[BRIEF] Given the records underneath, please repeat exactly the lines from the line with "I am building" through the line with "Transcribe the names and structure of the screenshot", passing over any picture.

[Saved data entries]
+---+

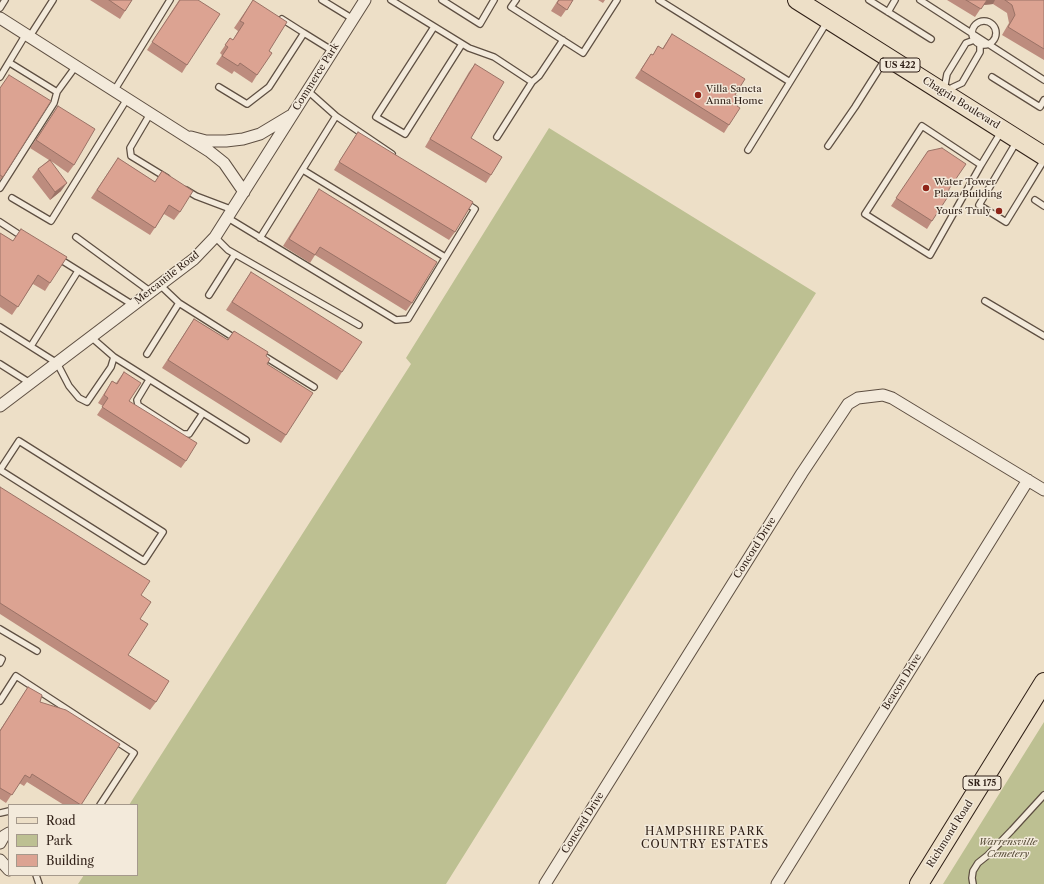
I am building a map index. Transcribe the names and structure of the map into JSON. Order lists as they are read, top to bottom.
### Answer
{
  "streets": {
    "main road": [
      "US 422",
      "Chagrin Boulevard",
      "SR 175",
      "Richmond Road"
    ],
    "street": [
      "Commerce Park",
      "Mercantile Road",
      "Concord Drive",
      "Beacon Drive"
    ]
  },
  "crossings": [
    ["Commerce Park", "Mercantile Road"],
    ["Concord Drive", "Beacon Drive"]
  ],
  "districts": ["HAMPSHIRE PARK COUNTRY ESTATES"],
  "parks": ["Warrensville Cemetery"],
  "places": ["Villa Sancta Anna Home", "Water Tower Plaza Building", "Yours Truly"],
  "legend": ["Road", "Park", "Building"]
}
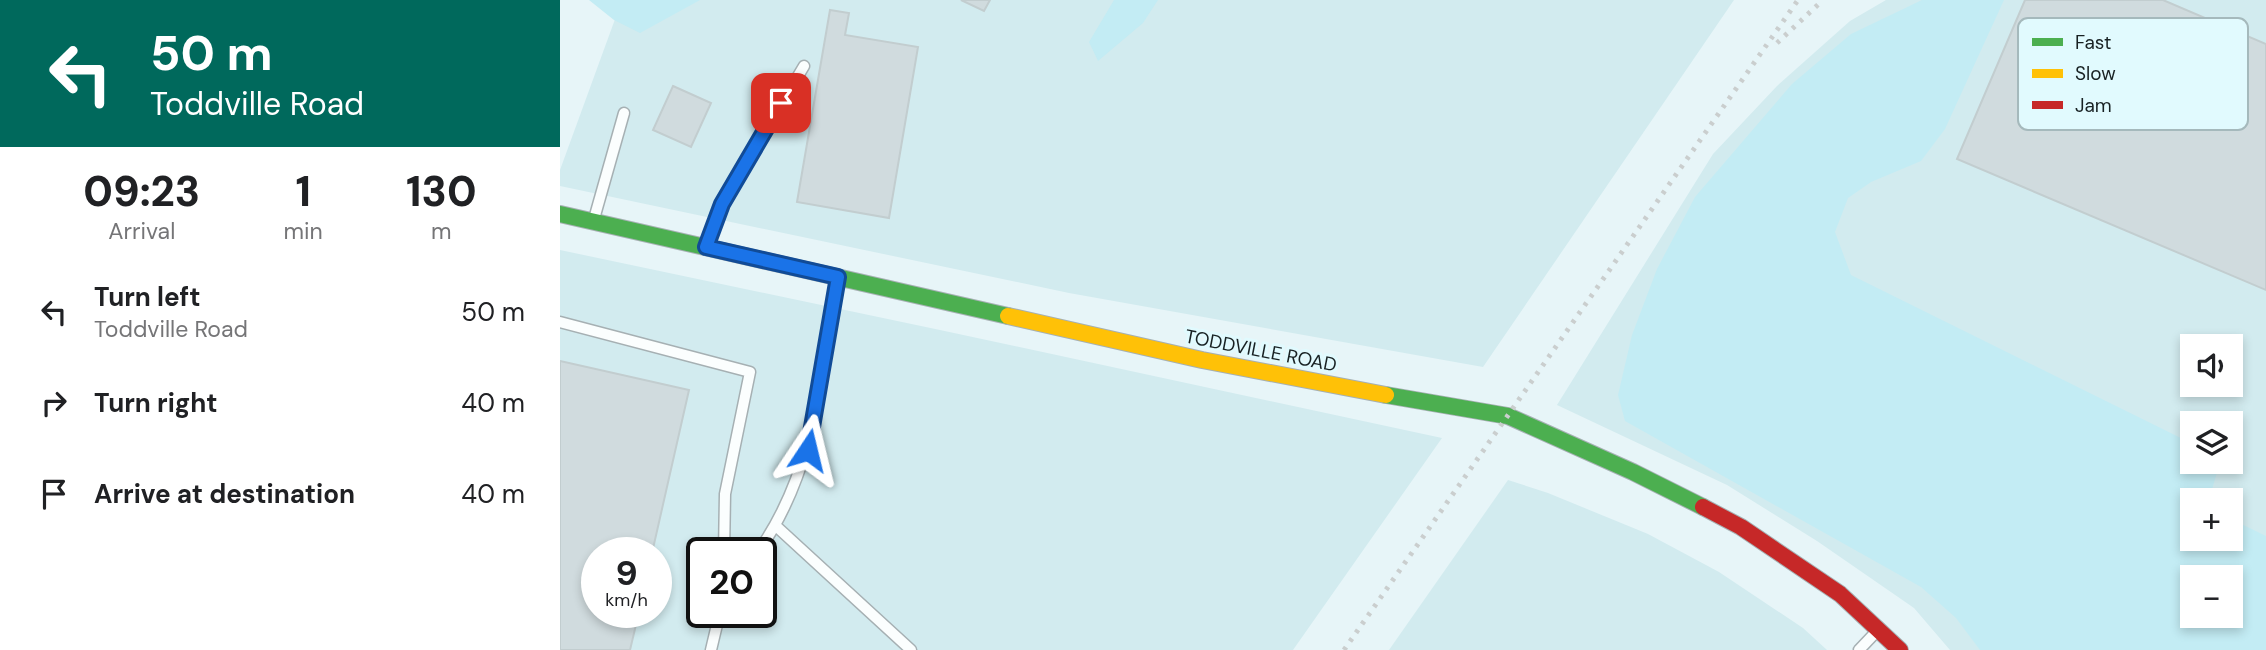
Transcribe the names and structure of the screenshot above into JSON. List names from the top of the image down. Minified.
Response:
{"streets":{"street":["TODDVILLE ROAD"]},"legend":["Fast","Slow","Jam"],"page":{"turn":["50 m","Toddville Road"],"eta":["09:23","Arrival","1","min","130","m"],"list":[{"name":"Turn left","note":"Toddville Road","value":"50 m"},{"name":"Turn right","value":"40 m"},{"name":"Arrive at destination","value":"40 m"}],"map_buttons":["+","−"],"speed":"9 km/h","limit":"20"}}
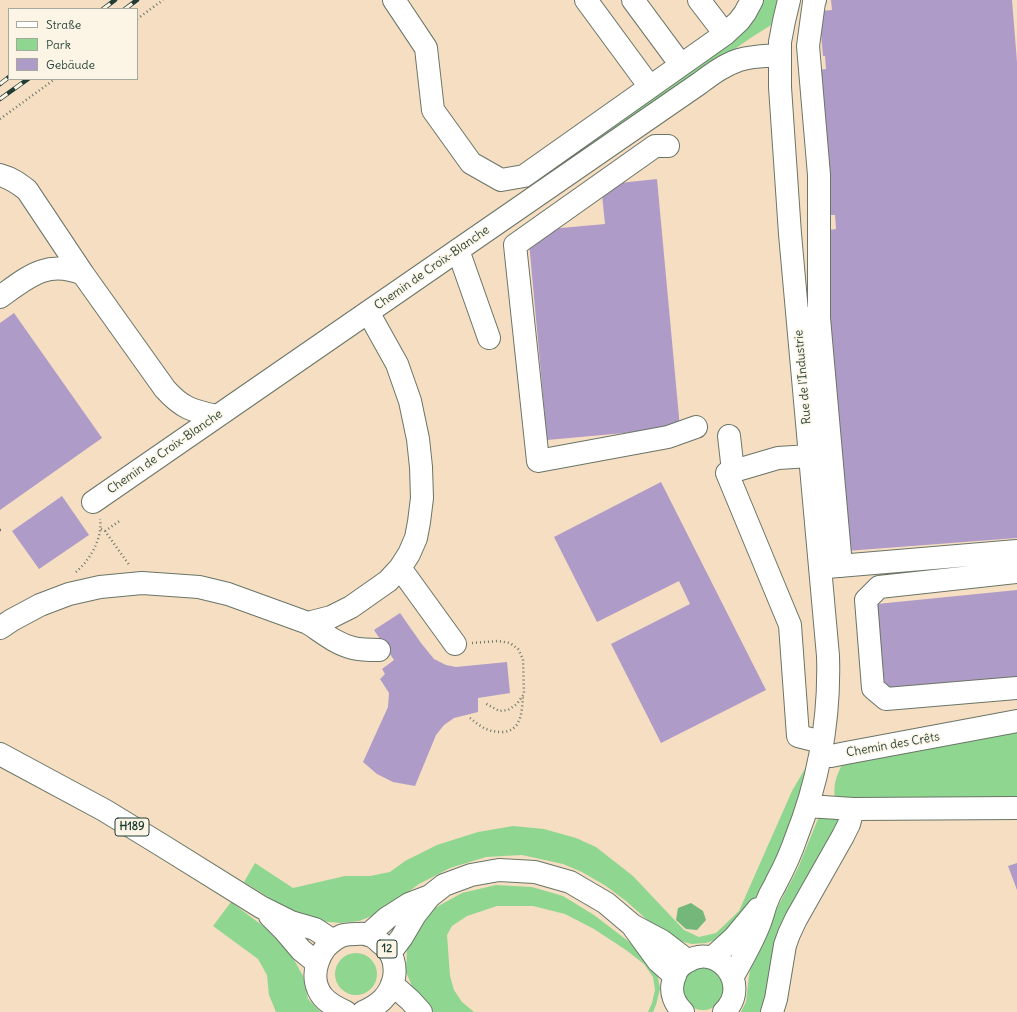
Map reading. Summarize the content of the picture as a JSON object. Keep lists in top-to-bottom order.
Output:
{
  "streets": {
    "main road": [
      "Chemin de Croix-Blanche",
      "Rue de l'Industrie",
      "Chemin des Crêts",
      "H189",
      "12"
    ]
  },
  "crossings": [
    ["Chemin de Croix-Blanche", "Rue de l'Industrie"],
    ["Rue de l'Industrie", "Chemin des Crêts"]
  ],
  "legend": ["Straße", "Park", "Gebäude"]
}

+---+

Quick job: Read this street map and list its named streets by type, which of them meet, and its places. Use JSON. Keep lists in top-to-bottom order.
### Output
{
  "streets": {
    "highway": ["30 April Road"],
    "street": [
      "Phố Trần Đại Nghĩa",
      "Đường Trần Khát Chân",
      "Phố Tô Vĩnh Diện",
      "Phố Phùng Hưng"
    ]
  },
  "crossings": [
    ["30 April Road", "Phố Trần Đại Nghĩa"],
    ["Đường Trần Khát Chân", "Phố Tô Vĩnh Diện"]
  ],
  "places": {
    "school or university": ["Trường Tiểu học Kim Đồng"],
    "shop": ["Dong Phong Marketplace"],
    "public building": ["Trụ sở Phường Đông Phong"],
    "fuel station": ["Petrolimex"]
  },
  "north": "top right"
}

+---+

[EXERCISE RESPONSE]
I am building a map index. Transcribe the names and structure of the map into JSON. Order lists as they are read, top to bottom.
### Answer
{
  "streets": {
    "main road": [
      "US 422",
      "Chagrin Boulevard",
      "SR 175",
      "Richmond Road"
    ],
    "street": [
      "Commerce Park",
      "Mercantile Road",
      "Concord Drive",
      "Beacon Drive"
    ]
  },
  "crossings": [
    ["Commerce Park", "Mercantile Road"],
    ["Concord Drive", "Beacon Drive"]
  ],
  "districts": ["HAMPSHIRE PARK COUNTRY ESTATES"],
  "parks": ["Warrensville Cemetery"],
  "places": ["Villa Sancta Anna Home", "Water Tower Plaza Building", "Yours Truly"],
  "legend": ["Road", "Park", "Building"]
}
Transcribe the names and structure of the screenshot above into JSON. List names from the top of the image down. Minified.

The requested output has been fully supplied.